» TASK REQUIREMENTS
Establish how many lines in the records below include the word "stains"; respond with that number only.

» THE RECORDS
--------------------

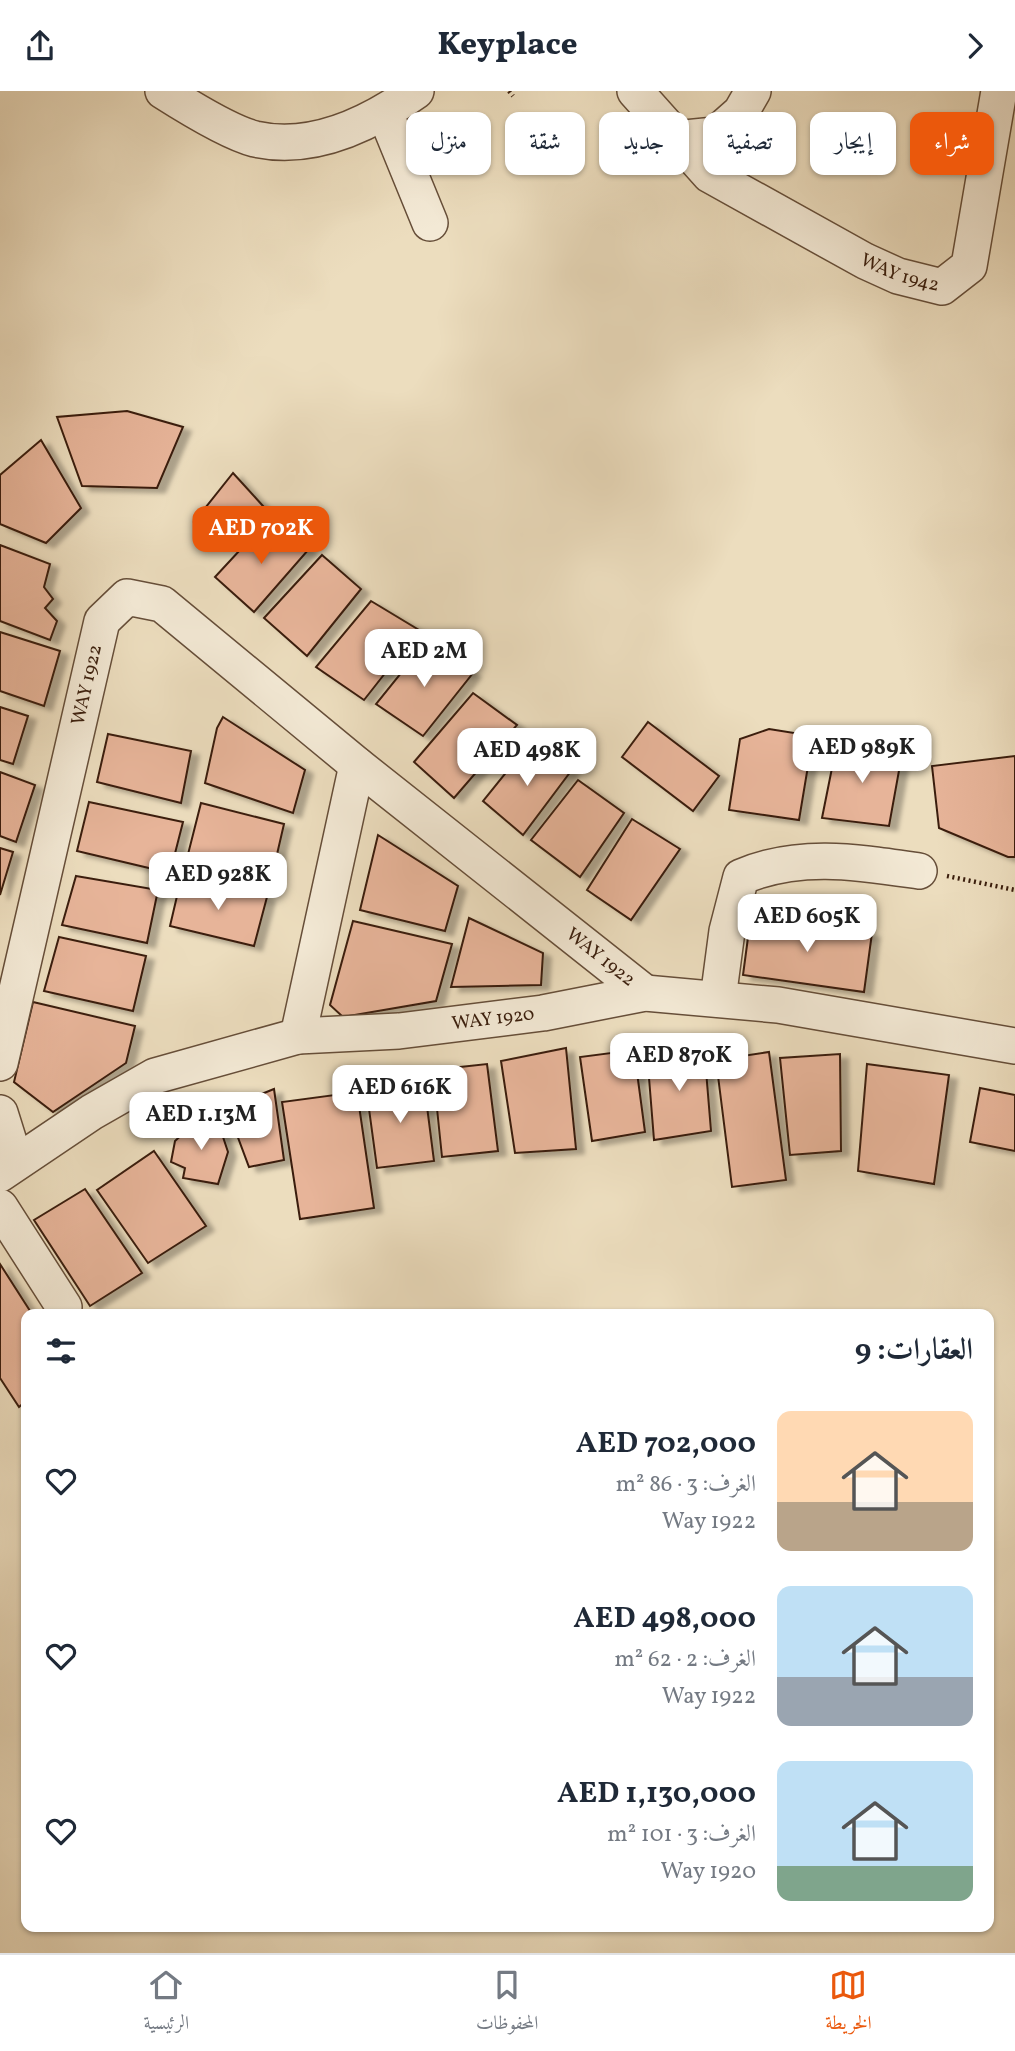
<!DOCTYPE html>
<html lang="ar">
<meta charset="utf-8">
<style>
body{margin:0;font-family:Vollkorn,Amiri,serif;background:#f2f2f3;color:#1f2937;direction:rtl;height:100vh;display:flex;flex-direction:column;font-size:26px;white-space:nowrap}
*{box-sizing:border-box;margin:0}
p{font-size:23px;color:#747a83}
.icon{flex:none;width:38px;height:38px;fill:none;stroke:currentColor;stroke-width:2;stroke-linecap:round;stroke-linejoin:round}
.map{position:relative;flex:1;overflow:hidden;direction:ltr}
.details{position:absolute;left:21px;top:1218px;width:973px;height:623px;display:flex;flex-direction:column;background:#fff;border-radius:14px;box-shadow:0 2px 5px #0004;direction:rtl}
.details>*{flex:none}
.top-card{position:absolute;left:21px;top:21px;width:973px;height:63px;direction:rtl;display:flex;gap:14px}
.price{position:absolute;translate:-50% -60px;padding:0 16px;border-radius:14px;background:#fff;color:#222;font-size:23px;line-height:46px;filter:drop-shadow(0 2px 4px #0008)}
.price::after{content:'';position:absolute;left:50%;top:42px;width:21px;height:16px;margin-left:-10px;background:inherit;clip-path:polygon(0 0,100% 0,50% 100%)}
.price.current{background:#ea580c;color:#fff}
ul{padding:0;list-style:none}
li{display:flex;align-items:center;gap:21px;height:175px;padding:0 21px}
li span{display:grid;place-items:center;flex:none;width:196px;height:140px;border-radius:14px;color:#555}
li>.icon{margin-inline-start:auto}
span .icon{width:84px;height:84px;fill:#fffc;stroke-width:1}
li b{font-size:30px}
h2{display:flex;justify-content:space-between;align-items:center;height:84px;padding:0 21px;font-size:30px}
.pill{padding:0 24px;border-radius:14px;background:#fff;box-shadow:0 2px 5px #0004;font-size:24px;line-height:63px}
.pill.current{background:#ea580c;color:#fff}
header{display:flex;justify-content:space-between;align-items:center;height:91px;padding:0 21px;background:#fff;font-size:32px;font-weight:800}
.tab-bar{display:flex;justify-content:space-around;align-items:center;height:98px;border-top:2px solid #e0e1e3;background:#fff;font-size:19px;color:#747a83}
.tab-bar a{display:grid;justify-items:center;gap:4px}
.tab-bar .current{color:#ea580c}
.map>svg:first-child{display:block}
</style>
<header><svg class="icon" aria-label="forward" viewBox="0 0 24 24"><path d="M9 5l7 7-7 7"/></svg>Keyplace<svg class="icon" aria-label="share" viewBox="0 0 24 24"><path d="M12 15V3M7 8l5-5 5 5M5 13v7h14v-7"/></svg></header>
<div class="map">
<svg width="1015" height="1862" viewBox="0 0 1015 1862">
<defs>
<filter id="shadow"><feDropShadow dx="8" dy="4.5" stdDeviation="2" flood-color="#0004"/></filter>
</defs>
<rect width="100%" height="100%" fill="#ecddbe"/>
<filter id="stains"><feTurbulence type="fractalNoise" baseFrequency=".00286" numOctaves="4"/><feColorMatrix values="0 0 0 0 .2 0 0 0 0 .09 0 0 0 0 .02 0 0 0 .5 -.17"/></filter>
<radialGradient id="worn" r=".72"><stop offset=".6" stop-color="#630" stop-opacity="0"/><stop offset="1" stop-color="#630" stop-opacity=".3"/></radialGradient>
<g fill="#e7b499" stroke="#3a1e0d" stroke-width="2" filter="url(#shadow)">
<polygon points="127,320 183,336 157,397 82,395 57,326"/>
<polygon points="41,349 81,417 46,452 0,433 0,384"/>
<polygon points="233,382 263,415 218,452 194,431"/>
<polygon points="266,431 309,458 254,521 215,486"/>
<polygon points="0,454 50,473 44,496 53,508 45,517 57,530 50,549 0,530"/>
<polygon points="322,464 361,498 307,565 264,527"/>
<polygon points="371,510 419,539 364,609 316,576"/>
<polygon points="0,541 60,560 44,615 0,600"/>
<polygon points="426,551 473,582 423,645 376,613"/>
<polygon points="473,602 517,634 454,707 414,671"/>
<polygon points="0,616 28,625 13,673 0,669"/>
<polygon points="223,626 305,679 293,722 205,692 217,637"/>
<polygon points="648,631 719,685 693,720 622,666"/>
<polygon points="769,638 813,645 799,729 729,719 740,648"/>
<polygon points="108,643 191,660 181,712 97,691"/>
<polygon points="530,652 571,680 523,744 483,710"/>
<polygon points="837,652 902,663 889,735 822,727"/>
<polygon points="1015,665 1015,766 1008,766 939,737 932,675"/>
<polygon points="0,681 35,694 16,751 0,745"/>
<polygon points="578,689 624,722 580,786 531,749"/>
<polygon points="89,711 183,731 170,782 77,760"/>
<polygon points="201,712 284,733 269,798 185,775"/>
<polygon points="632,728 680,758 631,829 587,799"/>
<polygon points="378,744 458,795 445,840 360,819"/>
<polygon points="0,757 13,761 0,804"/>
<polygon points="76,785 158,799 147,852 62,834"/>
<polygon points="181,788 267,806 254,855 170,835"/>
<polygon points="751,824 872,842 864,901 743,884"/>
<polygon points="469,827 543,862 541,894 451,896"/>
<polygon points="353,830 452,853 436,910 343,926 330,914"/>
<polygon points="59,846 146,865 133,920 44,900"/>
<polygon points="33,911 135,935 126,972 53,1021 14,991"/>
<polygon points="704,955 711,1040 654,1049 647,962"/>
<polygon points="566,957 576,1058 515,1062 501,970"/>
<polygon points="634,959 645,1041 592,1050 580,966"/>
<polygon points="769,961 786,1089 732,1096 716,969"/>
<polygon points="840,963 841,1060 790,1064 780,967"/>
<polygon points="487,973 498,1060 442,1066 433,979"/>
<polygon points="867,973 949,984 934,1093 858,1080"/>
<polygon points="424,992 434,1070 377,1077 366,996"/>
<polygon points="980,997 1015,1004 1015,1060 970,1051"/>
<polygon points="274,998 284,1069 249,1076 227,1017"/>
<polygon points="357,1001 374,1117 300,1128 282,1011"/>
<polygon points="200,1027 220,1037 228,1061 218,1093 183,1087 185,1077 171,1071 175,1050"/>
<polygon points="154,1060 206,1135 148,1172 97,1099"/>
<polygon points="85,1098 142,1182 90,1215 34,1129"/>
<polygon points="0,1173 32,1223 26,1223 26,1310 19,1316 0,1287"/>
</g>
<g fill="none" stroke-linecap="round" stroke-linejoin="round">
<g stroke="#664e39" stroke-width="38">
<g id="minor">
<path d="M 163,0 C 185,14 231,42 255,48 C 313,61 370,33 416,0"/>
<path id="s1" d="M 635,0 L 710,84 L 865,170 L 898,185 L 942,196 L 969,175 L 999,0"/>
<polyline points="385,22 430,132"/>
<polyline points="675,48 715,44 741,21 753,0"/>
<path d="M 718,908 L 727,840 L 741,786 C 799,761 858,771 919,780"/>
<polyline points="298,945 357,674"/>
<path id="s2" d="M 0,972 L 102,530 L 127,506 L 162,513 L 357,674 L 645,902"/>
<polyline points="0,1022 15,1070"/>
<path id="s3" d="M 0,1083 L 92,1021 L 155,985 L 298,945 L 399,940 L 543,922 L 645,902 L 778,914 L 1015,955"/>
<polyline points="0,1116 64,1216"/>
</g>
</g>
<g stroke="#3a1e0d" stroke-width="4.5" stroke-dasharray="2 3.5" stroke-linecap="butt">
<polyline points="509,0 513,5"/>
<polyline points="947,785 1015,799"/>
</g>
<use href="#minor" stroke="#f3e9d5" stroke-width="35"/>
</g>
<g text-anchor="middle" dominant-baseline="central" stroke-width="5" stroke-linejoin="round" paint-order="stroke">
<g font-size="19" fill="#3a1e0d" stroke="#f3e9d5">
<text stroke="none"><textPath href="#s1" startOffset="327">WAY 1942</textPath></text>
<text stroke="none"><textPath href="#s2" startOffset="388">WAY 1922</textPath></text>
<text stroke="none"><textPath href="#s2" startOffset="1087">WAY 1922</textPath></text>
<text stroke="none"><textPath href="#s3" startOffset="528">WAY 1920</textPath></text>
</g>
</g>
<rect width="100%" height="100%" filter="url(#stains)"/>
<rect width="100%" height="100%" fill="url(#worn)"/>
</svg>
<b class="price current" style="left:261px;top:475px">AED 702K</b>
<b class="price" style="left:424px;top:598px">AED 2M</b>
<b class="price" style="left:862px;top:694px">AED 989K</b>
<b class="price" style="left:527px;top:697px">AED 498K</b>
<b class="price" style="left:218px;top:821px">AED 928K</b>
<b class="price" style="left:807px;top:863px">AED 605K</b>
<b class="price" style="left:679px;top:1002px">AED 870K</b>
<b class="price" style="left:400px;top:1034px">AED 616K</b>
<b class="price" style="left:201px;top:1061px">AED 1.13M</b>
<div class="top-card">
<a class="pill current">شراء</a>
<a class="pill">إيجار</a>
<a class="pill">تصفية</a>
<a class="pill">جديد</a>
<a class="pill">شقة</a>
<a class="pill">منزل</a>
</div>
<section class="details">
<h2>العقارات: 9<svg class="icon" aria-label="filters" viewBox="0 0 24 24"><path d="M4 7h16M4 17h16"/><circle cx="9" cy="7" r="2"/><circle cx="15" cy="17" r="2"/></svg></h2>
<ul>
<li><span style="background:linear-gradient(#ffd9b3 65%,#b9a48a 0)"><svg class="icon" aria-label="home" viewBox="0 0 24 24"><path d="M3 11l9-7 9 7M6 9v11h12V9"/></svg></span><div><b>AED 702,000</b><p>الغرف: 3 · 86 m²</p><p>Way 1922</p></div><svg class="icon" aria-label="heart" viewBox="0 0 24 24"><path d="M12 20l-8-8c-3-5 5-10 8-4 3-6 11-1 8 4z"/></svg></li>
<li><span style="background:linear-gradient(#bfe0f5 65%,#9aa5b1 0)"><svg class="icon" aria-label="home" viewBox="0 0 24 24"><path d="M3 11l9-7 9 7M6 9v11h12V9"/></svg></span><div><b>AED 498,000</b><p>الغرف: 2 · 62 m²</p><p>Way 1922</p></div><svg class="icon" aria-label="heart" viewBox="0 0 24 24"><path d="M12 20l-8-8c-3-5 5-10 8-4 3-6 11-1 8 4z"/></svg></li>
<li><span style="background:linear-gradient(#bfe0f5 75%,#7fa58c 0)"><svg class="icon" aria-label="home" viewBox="0 0 24 24"><path d="M3 11l9-7 9 7M6 9v11h12V9"/></svg></span><div><b>AED 1,130,000</b><p>الغرف: 3 · 101 m²</p><p>Way 1920</p></div><svg class="icon" aria-label="heart" viewBox="0 0 24 24"><path d="M12 20l-8-8c-3-5 5-10 8-4 3-6 11-1 8 4z"/></svg></li>
</ul>
</section>
</div>
<nav class="tab-bar">
<a class="current"><svg class="icon" aria-label="map" viewBox="0 0 24 24"><path d="M3 6l6-2 6 2 6-2v14l-6 2-6-2-6 2zM9 4v14M15 6v14"/></svg>الخريطة</a>
<a><svg class="icon" aria-label="saved" viewBox="0 0 24 24"><path d="M7 4h10v16l-5-4-5 4z"/></svg>المحفوظات</a>
<a><svg class="icon" aria-label="home" viewBox="0 0 24 24"><path d="M3 11l9-7 9 7M6 9v11h12V9"/></svg>الرئيسية</a>
</nav>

--------------------

» ANSWER AREA
2